Grief
"For I am already being poured out as a drink offering, and the time of my departure is at hand. I have fought a good fight, I have finished my course, I have kept the faith. Henceforth there is laid up for me a crown of righteousness, which the Lord, the righteous judge, shall give me at that day, and not to me only, but to all those who love his appearing."
--II Timothy 4:6-8
I'm sitting at home this Sunday morning, trying to collect my thoughts. Skipping church is not something I make a habit of doing, because I love my people and I love God's command to assemble. But for two and a half days I've been entertaining visitors and well-wishers, and I need time to think and grieve. It's the first chance I've had to be alone since Marie's passing.
She had cancer, but was beating it--just a few months away from an anticipated full recovery. But the future is never certain. Tuesday she developed difficulty breathing and began to run a fever. Fearing infection, we took her to the emergency room, where they found fluid on her right lung. It wasn't serious, but it was a situation they had to address. The hospital admitted her and scheduled a shunt Thursday morning. The procedure, they said, was nearly as straightforward as doing an IV, a rote process. Yet when the technicians sat her up she went into cardiac arrest. A blood clot in her pulmonary artery caused her to flat-line three times. In the end they had to let her go.
Over the next couple days, as we fitted the pieces together, we discovered what she understood already. She knew her body's signals, and knew she would not survive the hospital visit. She wanted us to remember her in life rather than in dying, though, and committed each of us to other arrangements so we wouldn't be there when her life ended.

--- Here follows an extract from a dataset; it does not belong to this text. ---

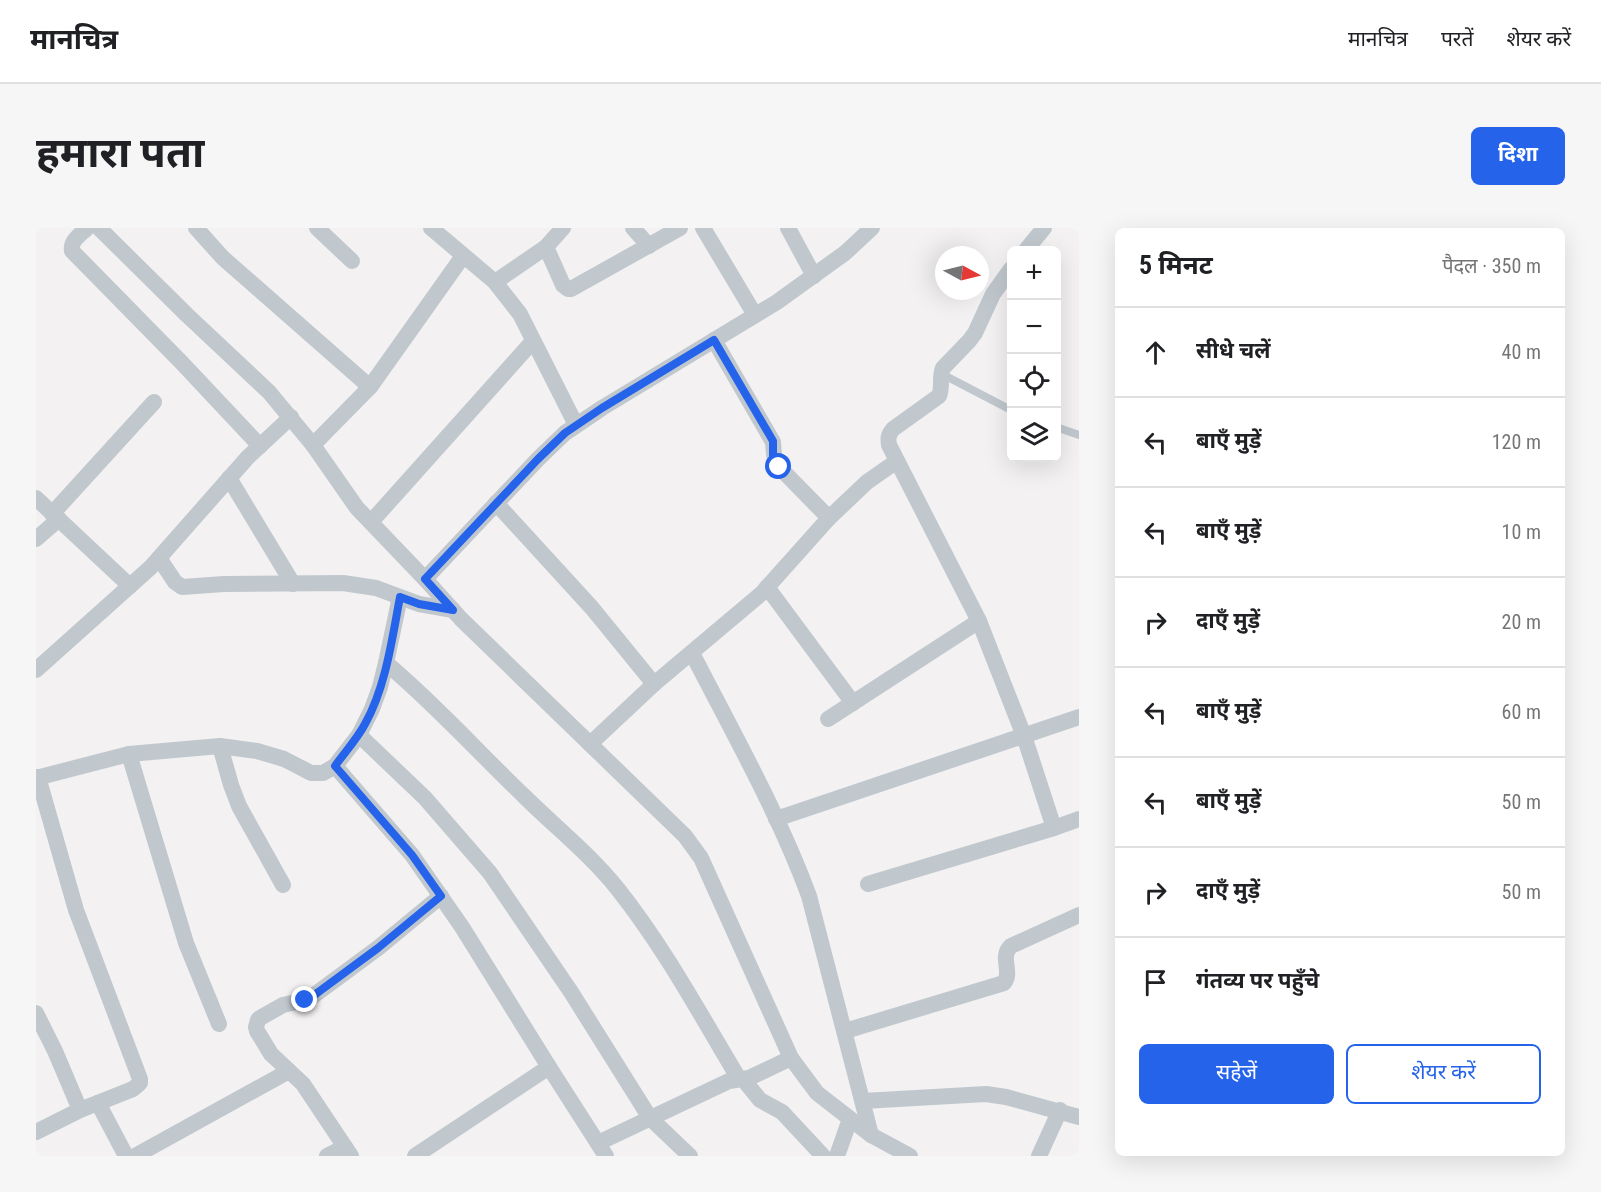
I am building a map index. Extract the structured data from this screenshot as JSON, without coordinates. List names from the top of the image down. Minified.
{"north":"right","page":{"header":"मानचित्र","nav":["मानचित्र","परतें","शेयर करें"],"buttons":["दिशा",["सहेजें","शेयर करें"]],"title":"हमारा पता","heading":["5 मिनट","पैदल · 350 m"],"map_buttons":["+","−"],"list":[["सीधे चलें","40 m"],["बाएँ मुड़ें","120 m"],["बाएँ मुड़ें","10 m"],["दाएँ मुड़ें","20 m"],["बाएँ मुड़ें","60 m"],["बाएँ मुड़ें","50 m"],["दाएँ मुड़ें","50 m"],"गंतव्य पर पहुँचे"]}}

This is what we know from gathering the pieces. Marie's mother was with her Wednesday morning when a chaplain visited her room. He asked her if she knew the Lord, and she gave an articulate and ready testimony regarding her faith. The chaplain turned to Marie's mother and said, "I guess we don't have to worry about this one."
I visited her that evening after work, and she was radiant. Her words to me--which I didn't yet understand would be her last--were full of the grace that typified her life. I'll never forget the confidence in her smile.
It was Friday when a friend related to us what Marie told her in confidence earlier in the week, the puzzle piece that let us know Marie was aware of her destiny with eternity. In words that were cryptic at the time, Marie mentioned a commitment both had made a covenant to keep, and told Vaughn to remember it for her. Vaughn didn't understand what she meant until after Marie died.
Marie displayed more than bravado. She radiated joy. What gives a person the ability to face death with such confidence?
Obviously it's faith, but what kind of faith? Is it the foamy, puffed-up meringue pie topping--all bubbles and no substance? Those who see this kind of faith as the norm fail to understand the difference between our own subjective feelings and objective truth, what the Bible calls "the faith." Without the latter, the former is worthless. My subjective faith, as important as it is, works only in the present tense. It's what I have at any particular moment, and it's as mercurial as the desert day and night.
The faith, the one that Paul displayed in the valedictory address above, when he wrote these last words to Timothy, encompasses the past, present and future. It is faith in three tenses, objectively true for all time. Paul wrote concerning his present situation at the very beginning. "For I am already being poured out as a drink offering, and the time of my departure is at hand." Yet he didn't pen these words in despair. They were confident, because they encompassed the past and future as well as the present.
Concerning the past Paul said, "I have fought a good fight, I have finished my course, I have kept the faith."
His future was just as certain. "Henceforth there is laid up for me a crown of righteousness, which the Lord, the righteous judge, shall give me at that day, and not to me only, but to all those who love his appearing."
He could assert these things with such conviction because he understood the relationship between the two kinds of faith. His own subjective faith lay on the firm foundation of God's promises, and not the other way around. He knew his Lord was faithful above all else. He honestly could say concerning himself, "Wretched man that I am!" (Romans 7:24), but trust his destiny to the God who was eternally faithful when his life was about to come to its end.
Marie expressed similar misgivings at times. She often told me she thought others' outward expressions of faith were much more sincere than her own. Hers, she felt, were superficial and lifeless. But those were her lean times, when she pressed forward despite her feelings. They were the times when the Lord stretched her limits and prepared her for her final task.
In the end His work was good. A note in one of the sympathy cards told of a fellow believer who attended her during the last frantic moments when the medical staff tried to revive her. This person risked a breach of confidence to give us word that would cause our grieving hearts to soar.
She was smiling when her Lord took her Home.